Before we dive into it, there's a few more things I should mention.
There are a couple more tools you want in your kit. They're not absolutely essential, but seeing as all the official docs and community code available online have made it a de facto standard, they kind of are.
The first one is ES6, which you should absolutely be using already.
The second is TypeScript, which Angular oficially endorses, and which is used instead of ES6 by the Angular CLI tool.
For the uninitiated, TypeScript is a superset of JS created by Microsoft, which used to have a lot of cool features that have since been made irrelevent by the advent of ES6. All except two: Type-checking -- the bread-and-butter of TS, and the ability to add interfaces.
I know what you're thinking: why does Google's Angular tell me to use Microsoft's TypeScript. I'm afraid I'm not sure. The answer must be that TypeScript is pretty awesome, which I think it is.
All of this may just be syntactic sugar; but in effect it has made JS as "classy" as Java. At least on paper.

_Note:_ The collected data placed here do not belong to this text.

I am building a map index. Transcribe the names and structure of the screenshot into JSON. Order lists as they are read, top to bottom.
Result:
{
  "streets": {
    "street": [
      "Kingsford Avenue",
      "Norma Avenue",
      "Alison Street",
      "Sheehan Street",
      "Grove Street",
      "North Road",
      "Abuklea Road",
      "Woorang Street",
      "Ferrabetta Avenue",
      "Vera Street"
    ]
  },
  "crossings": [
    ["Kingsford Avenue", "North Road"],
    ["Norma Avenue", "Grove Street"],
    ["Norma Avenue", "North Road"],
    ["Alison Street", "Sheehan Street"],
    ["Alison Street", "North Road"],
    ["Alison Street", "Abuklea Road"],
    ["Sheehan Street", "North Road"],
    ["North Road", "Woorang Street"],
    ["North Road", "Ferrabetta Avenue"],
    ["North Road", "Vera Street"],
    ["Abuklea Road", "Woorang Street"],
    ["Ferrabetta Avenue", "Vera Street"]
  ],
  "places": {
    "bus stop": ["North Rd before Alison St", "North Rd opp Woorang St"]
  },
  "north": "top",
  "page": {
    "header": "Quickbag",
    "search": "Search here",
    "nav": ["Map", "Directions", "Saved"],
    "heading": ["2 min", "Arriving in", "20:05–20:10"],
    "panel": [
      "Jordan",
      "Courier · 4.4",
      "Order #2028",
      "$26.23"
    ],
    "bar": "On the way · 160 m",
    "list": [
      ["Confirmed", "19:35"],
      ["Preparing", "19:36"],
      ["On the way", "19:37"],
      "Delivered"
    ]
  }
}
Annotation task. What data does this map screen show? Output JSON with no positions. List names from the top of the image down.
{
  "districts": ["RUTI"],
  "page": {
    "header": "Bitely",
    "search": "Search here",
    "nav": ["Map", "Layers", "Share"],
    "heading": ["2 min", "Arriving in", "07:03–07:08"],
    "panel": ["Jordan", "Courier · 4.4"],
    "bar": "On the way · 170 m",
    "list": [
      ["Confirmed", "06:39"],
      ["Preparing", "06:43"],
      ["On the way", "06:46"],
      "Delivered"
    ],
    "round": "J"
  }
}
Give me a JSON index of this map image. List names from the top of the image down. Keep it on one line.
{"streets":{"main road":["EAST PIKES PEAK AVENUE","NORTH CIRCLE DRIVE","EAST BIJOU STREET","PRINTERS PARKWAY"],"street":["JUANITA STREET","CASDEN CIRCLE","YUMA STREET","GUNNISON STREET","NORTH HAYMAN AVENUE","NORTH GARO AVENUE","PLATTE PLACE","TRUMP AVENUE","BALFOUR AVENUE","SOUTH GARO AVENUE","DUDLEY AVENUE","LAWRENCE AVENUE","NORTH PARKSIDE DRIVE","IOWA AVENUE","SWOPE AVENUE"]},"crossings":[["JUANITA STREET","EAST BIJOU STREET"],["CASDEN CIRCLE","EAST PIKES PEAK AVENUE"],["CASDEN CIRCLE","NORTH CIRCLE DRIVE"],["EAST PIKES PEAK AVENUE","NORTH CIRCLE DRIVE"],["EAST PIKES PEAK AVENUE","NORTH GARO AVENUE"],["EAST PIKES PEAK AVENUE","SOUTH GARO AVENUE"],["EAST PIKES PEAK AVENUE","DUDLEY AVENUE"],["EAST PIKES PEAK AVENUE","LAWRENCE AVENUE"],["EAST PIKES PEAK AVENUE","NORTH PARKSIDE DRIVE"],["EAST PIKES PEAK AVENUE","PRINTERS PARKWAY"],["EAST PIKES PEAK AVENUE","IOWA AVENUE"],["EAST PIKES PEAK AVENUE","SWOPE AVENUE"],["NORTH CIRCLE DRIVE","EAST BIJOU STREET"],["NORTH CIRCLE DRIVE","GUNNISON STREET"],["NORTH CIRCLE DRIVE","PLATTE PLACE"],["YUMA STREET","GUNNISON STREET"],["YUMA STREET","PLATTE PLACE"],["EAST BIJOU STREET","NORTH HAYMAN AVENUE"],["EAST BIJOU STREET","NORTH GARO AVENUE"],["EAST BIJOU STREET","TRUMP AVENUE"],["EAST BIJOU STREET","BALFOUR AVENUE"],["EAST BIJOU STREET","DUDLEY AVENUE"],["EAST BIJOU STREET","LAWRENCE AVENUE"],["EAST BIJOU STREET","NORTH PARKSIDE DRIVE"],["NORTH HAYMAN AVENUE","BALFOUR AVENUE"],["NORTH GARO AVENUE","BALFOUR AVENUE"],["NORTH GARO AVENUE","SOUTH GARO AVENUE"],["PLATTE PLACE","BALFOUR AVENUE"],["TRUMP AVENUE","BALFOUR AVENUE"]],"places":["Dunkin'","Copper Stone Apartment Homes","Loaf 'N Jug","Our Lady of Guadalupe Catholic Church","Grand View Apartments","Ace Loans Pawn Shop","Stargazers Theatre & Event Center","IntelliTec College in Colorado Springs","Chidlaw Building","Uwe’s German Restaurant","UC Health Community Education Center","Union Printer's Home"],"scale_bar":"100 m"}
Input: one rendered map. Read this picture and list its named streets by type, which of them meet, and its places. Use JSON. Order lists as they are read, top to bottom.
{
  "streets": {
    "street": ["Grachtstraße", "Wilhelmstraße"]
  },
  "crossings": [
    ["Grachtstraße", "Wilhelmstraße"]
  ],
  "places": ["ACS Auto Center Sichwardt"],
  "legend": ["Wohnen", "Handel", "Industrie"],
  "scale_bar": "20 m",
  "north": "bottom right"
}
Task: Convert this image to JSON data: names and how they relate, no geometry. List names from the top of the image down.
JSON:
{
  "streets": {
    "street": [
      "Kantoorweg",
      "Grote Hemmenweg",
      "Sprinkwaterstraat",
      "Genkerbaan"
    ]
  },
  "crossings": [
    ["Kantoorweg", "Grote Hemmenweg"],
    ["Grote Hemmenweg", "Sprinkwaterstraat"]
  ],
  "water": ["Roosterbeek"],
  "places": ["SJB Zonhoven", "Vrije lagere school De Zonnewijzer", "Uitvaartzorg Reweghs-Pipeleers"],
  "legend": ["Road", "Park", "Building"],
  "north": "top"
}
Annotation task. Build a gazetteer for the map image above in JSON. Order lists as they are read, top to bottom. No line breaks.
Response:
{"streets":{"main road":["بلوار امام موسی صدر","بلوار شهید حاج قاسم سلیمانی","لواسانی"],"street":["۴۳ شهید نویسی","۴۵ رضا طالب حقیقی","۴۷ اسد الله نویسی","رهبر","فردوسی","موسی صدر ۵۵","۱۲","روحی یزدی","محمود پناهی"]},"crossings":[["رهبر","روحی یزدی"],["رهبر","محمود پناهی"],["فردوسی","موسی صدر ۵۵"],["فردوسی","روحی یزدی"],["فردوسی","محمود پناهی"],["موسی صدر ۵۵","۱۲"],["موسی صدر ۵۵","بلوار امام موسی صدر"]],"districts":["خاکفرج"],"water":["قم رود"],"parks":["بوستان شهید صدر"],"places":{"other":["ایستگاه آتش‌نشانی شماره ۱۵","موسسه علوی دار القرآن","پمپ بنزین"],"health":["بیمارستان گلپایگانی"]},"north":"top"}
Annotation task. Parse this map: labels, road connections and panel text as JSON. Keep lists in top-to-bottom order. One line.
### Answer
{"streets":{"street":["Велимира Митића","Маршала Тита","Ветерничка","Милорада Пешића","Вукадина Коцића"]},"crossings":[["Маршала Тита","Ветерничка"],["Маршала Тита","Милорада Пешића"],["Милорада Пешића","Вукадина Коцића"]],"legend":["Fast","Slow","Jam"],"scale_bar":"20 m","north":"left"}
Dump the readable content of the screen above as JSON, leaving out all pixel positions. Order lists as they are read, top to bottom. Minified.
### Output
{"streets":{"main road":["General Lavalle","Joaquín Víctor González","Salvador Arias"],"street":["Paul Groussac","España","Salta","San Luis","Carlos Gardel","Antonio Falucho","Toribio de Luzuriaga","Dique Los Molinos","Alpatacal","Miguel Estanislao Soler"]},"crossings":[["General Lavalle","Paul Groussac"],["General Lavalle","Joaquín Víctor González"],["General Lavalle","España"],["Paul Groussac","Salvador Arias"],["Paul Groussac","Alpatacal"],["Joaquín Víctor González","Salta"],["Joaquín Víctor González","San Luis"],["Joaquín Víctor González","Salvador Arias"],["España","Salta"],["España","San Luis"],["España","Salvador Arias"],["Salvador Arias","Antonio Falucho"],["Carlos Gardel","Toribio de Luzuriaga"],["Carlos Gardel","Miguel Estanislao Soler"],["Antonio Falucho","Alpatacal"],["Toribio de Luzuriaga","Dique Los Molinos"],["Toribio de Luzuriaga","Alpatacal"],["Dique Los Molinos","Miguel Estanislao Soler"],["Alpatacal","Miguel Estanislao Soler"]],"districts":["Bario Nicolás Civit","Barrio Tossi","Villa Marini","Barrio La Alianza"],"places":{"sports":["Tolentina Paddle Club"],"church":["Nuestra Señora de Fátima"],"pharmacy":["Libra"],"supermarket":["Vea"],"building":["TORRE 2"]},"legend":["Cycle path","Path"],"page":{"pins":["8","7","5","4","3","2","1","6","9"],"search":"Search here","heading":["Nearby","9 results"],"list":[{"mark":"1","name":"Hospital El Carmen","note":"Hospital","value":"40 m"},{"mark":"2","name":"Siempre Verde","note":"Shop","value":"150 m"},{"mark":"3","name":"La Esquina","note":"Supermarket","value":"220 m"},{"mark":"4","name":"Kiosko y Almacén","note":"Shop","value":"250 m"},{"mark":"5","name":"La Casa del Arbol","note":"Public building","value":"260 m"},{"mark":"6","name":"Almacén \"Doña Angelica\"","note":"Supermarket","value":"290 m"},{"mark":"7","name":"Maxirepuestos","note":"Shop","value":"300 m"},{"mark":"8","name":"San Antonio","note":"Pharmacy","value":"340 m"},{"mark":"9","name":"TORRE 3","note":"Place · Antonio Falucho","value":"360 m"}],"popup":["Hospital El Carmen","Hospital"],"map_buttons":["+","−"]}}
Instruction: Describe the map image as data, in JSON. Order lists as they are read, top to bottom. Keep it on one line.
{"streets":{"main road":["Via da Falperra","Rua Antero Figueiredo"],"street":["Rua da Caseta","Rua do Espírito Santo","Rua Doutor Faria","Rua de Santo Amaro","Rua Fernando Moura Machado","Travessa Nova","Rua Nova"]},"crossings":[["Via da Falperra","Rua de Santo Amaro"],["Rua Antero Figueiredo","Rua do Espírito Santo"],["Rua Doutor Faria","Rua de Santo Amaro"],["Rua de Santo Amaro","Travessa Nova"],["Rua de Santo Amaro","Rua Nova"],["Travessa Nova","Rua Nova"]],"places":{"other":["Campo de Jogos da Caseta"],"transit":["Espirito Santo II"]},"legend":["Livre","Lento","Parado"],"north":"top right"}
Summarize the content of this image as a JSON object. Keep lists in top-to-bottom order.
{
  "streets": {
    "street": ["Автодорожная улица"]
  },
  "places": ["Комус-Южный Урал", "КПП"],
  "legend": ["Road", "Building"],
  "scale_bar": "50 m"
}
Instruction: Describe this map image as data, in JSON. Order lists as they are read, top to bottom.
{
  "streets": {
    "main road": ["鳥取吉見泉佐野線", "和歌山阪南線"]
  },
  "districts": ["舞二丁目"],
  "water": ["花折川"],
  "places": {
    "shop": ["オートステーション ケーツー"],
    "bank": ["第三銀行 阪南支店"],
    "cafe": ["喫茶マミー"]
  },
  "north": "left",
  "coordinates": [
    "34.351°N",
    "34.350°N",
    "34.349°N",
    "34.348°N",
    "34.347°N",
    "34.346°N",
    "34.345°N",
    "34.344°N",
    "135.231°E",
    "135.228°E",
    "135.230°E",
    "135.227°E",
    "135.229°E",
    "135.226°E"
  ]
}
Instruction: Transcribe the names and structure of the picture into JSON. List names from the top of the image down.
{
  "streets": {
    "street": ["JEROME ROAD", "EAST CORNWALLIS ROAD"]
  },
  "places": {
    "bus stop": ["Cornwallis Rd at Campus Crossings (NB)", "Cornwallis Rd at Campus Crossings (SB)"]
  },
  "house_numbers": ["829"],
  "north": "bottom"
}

That means the components we earlier talked about are actually modules/classes you can import, export and subclass. This is the single most important thing to keep in mind when building apps in Angular. Say goodbye to OOP. Say goodbye to prototypical inheritance. Say goodbye to traditional HTML and traditional JS.
I hate cliches, but this one seems fitting:
I'll detail these new tools over the next few pages. But feel free to jump to the next chapter if you already know about them or if you're getting antsy. You can always circle back.
One last thing. You'll want to ditch your old IDE for something modern like Atom or VS Code.